** EXERCISE DETAILS **
Repeat word for word the opening stretch of the entries, from the first line through the line containing "Instruction: Dump the".

** GIVEN DATA **

◇ ◇ ◇

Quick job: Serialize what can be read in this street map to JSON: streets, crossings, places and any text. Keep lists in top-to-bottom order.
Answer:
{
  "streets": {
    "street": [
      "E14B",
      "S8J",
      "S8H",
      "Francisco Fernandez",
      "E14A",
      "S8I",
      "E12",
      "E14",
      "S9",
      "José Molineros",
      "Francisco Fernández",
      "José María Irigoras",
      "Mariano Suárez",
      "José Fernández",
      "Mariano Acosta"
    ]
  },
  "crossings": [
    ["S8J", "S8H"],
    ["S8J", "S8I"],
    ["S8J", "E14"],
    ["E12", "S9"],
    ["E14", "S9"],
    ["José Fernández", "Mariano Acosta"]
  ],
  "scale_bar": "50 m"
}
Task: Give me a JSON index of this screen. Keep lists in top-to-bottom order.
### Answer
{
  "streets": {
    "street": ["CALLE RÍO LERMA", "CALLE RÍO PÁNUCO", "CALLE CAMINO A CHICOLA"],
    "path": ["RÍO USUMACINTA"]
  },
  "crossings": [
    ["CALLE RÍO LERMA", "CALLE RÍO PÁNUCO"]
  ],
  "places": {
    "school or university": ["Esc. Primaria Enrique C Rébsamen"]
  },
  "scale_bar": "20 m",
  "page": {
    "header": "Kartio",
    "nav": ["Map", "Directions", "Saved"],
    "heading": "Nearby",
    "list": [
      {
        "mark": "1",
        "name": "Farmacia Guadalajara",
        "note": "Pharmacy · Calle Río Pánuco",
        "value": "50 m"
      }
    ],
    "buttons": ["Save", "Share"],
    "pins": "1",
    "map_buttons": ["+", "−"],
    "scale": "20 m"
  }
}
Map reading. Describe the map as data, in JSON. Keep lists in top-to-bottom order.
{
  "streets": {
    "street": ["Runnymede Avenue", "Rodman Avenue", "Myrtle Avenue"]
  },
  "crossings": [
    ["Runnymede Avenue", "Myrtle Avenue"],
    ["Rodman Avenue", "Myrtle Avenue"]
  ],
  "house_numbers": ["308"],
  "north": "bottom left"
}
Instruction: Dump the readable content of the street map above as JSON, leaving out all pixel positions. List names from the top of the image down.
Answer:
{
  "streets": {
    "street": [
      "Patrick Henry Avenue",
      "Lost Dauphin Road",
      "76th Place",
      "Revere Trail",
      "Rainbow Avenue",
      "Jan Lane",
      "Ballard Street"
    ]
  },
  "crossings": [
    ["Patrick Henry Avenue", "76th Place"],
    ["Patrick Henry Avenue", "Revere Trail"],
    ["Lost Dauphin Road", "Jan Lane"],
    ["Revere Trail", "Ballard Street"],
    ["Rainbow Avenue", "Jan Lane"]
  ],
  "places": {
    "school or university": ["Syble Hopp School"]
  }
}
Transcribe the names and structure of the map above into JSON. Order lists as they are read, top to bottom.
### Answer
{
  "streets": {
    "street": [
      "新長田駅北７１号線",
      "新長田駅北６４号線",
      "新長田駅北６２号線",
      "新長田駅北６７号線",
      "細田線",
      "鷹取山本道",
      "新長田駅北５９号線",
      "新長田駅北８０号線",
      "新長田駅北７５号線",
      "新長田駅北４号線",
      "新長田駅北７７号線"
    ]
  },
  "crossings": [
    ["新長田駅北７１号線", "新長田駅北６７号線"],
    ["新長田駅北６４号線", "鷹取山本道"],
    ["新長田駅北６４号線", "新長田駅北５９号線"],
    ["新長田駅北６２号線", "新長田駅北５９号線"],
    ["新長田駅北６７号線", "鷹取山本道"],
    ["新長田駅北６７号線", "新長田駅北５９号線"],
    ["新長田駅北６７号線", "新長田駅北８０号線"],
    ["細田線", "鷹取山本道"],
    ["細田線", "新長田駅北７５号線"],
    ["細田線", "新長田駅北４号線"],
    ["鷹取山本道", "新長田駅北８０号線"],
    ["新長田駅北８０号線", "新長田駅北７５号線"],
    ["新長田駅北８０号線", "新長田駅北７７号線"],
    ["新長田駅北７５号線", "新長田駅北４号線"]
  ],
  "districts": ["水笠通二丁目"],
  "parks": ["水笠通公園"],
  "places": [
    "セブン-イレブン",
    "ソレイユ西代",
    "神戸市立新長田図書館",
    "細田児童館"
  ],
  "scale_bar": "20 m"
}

◇ ◇ ◇

** EXPECTED ANSWER **
Quick job: Serialize what can be read in this street map to JSON: streets, crossings, places and any text. Keep lists in top-to-bottom order.
Answer:
{
  "streets": {
    "street": [
      "E14B",
      "S8J",
      "S8H",
      "Francisco Fernandez",
      "E14A",
      "S8I",
      "E12",
      "E14",
      "S9",
      "José Molineros",
      "Francisco Fernández",
      "José María Irigoras",
      "Mariano Suárez",
      "José Fernández",
      "Mariano Acosta"
    ]
  },
  "crossings": [
    ["S8J", "S8H"],
    ["S8J", "S8I"],
    ["S8J", "E14"],
    ["E12", "S9"],
    ["E14", "S9"],
    ["José Fernández", "Mariano Acosta"]
  ],
  "scale_bar": "50 m"
}
Task: Give me a JSON index of this screen. Keep lists in top-to-bottom order.
### Answer
{
  "streets": {
    "street": ["CALLE RÍO LERMA", "CALLE RÍO PÁNUCO", "CALLE CAMINO A CHICOLA"],
    "path": ["RÍO USUMACINTA"]
  },
  "crossings": [
    ["CALLE RÍO LERMA", "CALLE RÍO PÁNUCO"]
  ],
  "places": {
    "school or university": ["Esc. Primaria Enrique C Rébsamen"]
  },
  "scale_bar": "20 m",
  "page": {
    "header": "Kartio",
    "nav": ["Map", "Directions", "Saved"],
    "heading": "Nearby",
    "list": [
      {
        "mark": "1",
        "name": "Farmacia Guadalajara",
        "note": "Pharmacy · Calle Río Pánuco",
        "value": "50 m"
      }
    ],
    "buttons": ["Save", "Share"],
    "pins": "1",
    "map_buttons": ["+", "−"],
    "scale": "20 m"
  }
}
Map reading. Describe the map as data, in JSON. Keep lists in top-to-bottom order.
{
  "streets": {
    "street": ["Runnymede Avenue", "Rodman Avenue", "Myrtle Avenue"]
  },
  "crossings": [
    ["Runnymede Avenue", "Myrtle Avenue"],
    ["Rodman Avenue", "Myrtle Avenue"]
  ],
  "house_numbers": ["308"],
  "north": "bottom left"
}
Instruction: Dump the readable content of the street map above as JSON, leaving out all pixel positions. List names from the top of the image down.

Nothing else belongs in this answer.